Sinatra canta con un cigarrillo en una mano y nuestra vida en la otra, como si eso que esparce en el aire fuera una voz de hombre en lugar de la llama eterna que ilumina las noches humanas desde aquellos tiempos lunáticos.
Sinatra suena a hoguera ensimismada, a la recia desesperación de una herida hermosa, suena en el interior de las alcobas como si sus melodías de nieve nos llegaran desde un templo donde bailar hasta el final de los días, hasta el triunfo de la oscuridad. Francis Albert Sinatra, permanecemos atentos a tu suave inquietud de enorme animal muerto.

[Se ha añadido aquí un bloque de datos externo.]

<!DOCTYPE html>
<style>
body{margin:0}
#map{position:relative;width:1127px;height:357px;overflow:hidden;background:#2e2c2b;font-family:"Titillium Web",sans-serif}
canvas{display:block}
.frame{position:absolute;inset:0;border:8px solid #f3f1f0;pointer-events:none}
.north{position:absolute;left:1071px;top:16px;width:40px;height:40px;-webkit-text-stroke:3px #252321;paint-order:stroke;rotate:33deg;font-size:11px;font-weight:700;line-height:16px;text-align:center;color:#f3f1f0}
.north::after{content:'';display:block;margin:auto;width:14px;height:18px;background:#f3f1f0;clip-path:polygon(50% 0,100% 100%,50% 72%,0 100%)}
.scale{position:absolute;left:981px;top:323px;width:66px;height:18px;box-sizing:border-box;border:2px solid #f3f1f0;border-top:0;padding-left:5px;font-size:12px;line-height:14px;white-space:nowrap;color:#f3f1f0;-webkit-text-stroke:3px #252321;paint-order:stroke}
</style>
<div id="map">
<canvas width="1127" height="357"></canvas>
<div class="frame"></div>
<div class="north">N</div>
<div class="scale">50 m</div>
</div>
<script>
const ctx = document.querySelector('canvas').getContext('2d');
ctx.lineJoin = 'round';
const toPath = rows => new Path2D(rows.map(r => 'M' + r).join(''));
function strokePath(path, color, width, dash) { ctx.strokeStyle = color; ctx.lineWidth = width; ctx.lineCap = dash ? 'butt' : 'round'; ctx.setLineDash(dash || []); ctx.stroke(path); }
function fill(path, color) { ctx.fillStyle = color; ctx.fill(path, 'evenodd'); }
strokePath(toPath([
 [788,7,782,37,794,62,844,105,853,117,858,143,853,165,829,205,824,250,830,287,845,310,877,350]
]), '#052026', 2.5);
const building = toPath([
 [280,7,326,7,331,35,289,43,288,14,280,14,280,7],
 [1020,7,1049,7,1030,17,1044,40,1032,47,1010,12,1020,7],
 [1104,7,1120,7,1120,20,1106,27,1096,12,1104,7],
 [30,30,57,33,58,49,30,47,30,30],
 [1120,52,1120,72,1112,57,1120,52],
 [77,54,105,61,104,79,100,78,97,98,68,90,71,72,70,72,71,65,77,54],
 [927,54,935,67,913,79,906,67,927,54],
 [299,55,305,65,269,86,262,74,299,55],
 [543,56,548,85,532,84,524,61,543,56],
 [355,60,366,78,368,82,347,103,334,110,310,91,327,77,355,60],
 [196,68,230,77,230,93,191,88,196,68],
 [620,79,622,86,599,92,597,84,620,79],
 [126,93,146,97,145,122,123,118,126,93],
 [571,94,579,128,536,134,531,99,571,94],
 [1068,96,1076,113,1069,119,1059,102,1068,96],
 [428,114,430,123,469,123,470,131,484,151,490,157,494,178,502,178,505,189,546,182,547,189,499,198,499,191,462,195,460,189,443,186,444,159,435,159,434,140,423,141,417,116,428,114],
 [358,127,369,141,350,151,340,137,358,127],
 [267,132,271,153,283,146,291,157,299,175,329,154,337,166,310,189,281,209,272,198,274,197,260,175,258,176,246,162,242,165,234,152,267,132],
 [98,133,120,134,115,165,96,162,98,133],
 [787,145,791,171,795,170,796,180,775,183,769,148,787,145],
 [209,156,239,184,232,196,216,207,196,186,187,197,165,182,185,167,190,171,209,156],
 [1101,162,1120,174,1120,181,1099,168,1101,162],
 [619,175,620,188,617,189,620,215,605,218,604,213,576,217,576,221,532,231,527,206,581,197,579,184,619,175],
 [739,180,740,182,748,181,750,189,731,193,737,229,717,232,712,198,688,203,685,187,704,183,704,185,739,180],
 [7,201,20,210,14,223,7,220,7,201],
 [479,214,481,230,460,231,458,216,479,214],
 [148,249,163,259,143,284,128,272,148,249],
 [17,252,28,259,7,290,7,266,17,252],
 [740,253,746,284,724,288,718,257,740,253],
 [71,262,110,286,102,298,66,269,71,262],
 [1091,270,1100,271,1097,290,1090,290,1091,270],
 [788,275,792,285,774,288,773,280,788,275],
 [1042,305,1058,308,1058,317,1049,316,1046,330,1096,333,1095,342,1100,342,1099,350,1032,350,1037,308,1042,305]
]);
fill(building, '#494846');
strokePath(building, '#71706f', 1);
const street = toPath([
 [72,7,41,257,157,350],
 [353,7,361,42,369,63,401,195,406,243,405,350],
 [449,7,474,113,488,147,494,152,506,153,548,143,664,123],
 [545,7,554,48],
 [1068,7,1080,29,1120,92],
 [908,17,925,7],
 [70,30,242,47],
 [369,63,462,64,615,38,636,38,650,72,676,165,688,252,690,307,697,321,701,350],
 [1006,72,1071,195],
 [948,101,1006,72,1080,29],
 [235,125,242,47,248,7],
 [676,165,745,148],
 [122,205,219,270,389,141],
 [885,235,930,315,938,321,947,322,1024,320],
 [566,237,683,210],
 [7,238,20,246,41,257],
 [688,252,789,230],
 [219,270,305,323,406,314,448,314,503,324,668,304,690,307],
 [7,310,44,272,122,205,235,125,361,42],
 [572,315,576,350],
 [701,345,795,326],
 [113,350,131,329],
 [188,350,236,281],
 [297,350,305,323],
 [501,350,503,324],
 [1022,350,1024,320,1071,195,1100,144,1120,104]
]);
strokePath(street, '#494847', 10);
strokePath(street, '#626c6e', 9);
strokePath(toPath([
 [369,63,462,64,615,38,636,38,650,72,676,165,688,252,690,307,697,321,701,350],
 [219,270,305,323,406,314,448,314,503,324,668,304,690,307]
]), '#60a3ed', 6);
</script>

Pareciera que el mundo se fuera a acabar tal y como lo conocemos tras cada silencio de su piano, hay un instante roto de tabaco y preludios una y otra vez, mudo, poderosamente inmune; suave es el derroche de eternidad, amargo el aplauso, sabedor de la irrepetible huella y su quietud como un amanecer; todo es noche y es una tenue luz azul salpicada de los dedos invisibles del músico, de su espíritu alado, de un ritmo plausible, sin infancia, al borde de ser gastado en la bondad de lo que le queda al día para terminar de ser un día supremo, el primero del porvenir amueblado por la música de Bill Evans, la música roja de Bill Evans.
De los pianos brotan juegos malabares inéditos del azufre amable que sufre por nuestro bien, gloriosos sonidos de ciudades en llamas, ávidos del ámbar como lagos, como satélites dolorosos con los que amar y ser amados, señor George Gershwin de la elegante rabia azul, te ruego que no dimitas y prosigas desde tus notas de huracanes y hierba, de asfalto y cristal, amparando este vendaval donde seguimos escuchando el ritmo que nos rige en estos salones para ser baile y pereza.
Estos tres párrafos son también tres poemas. Hoy no.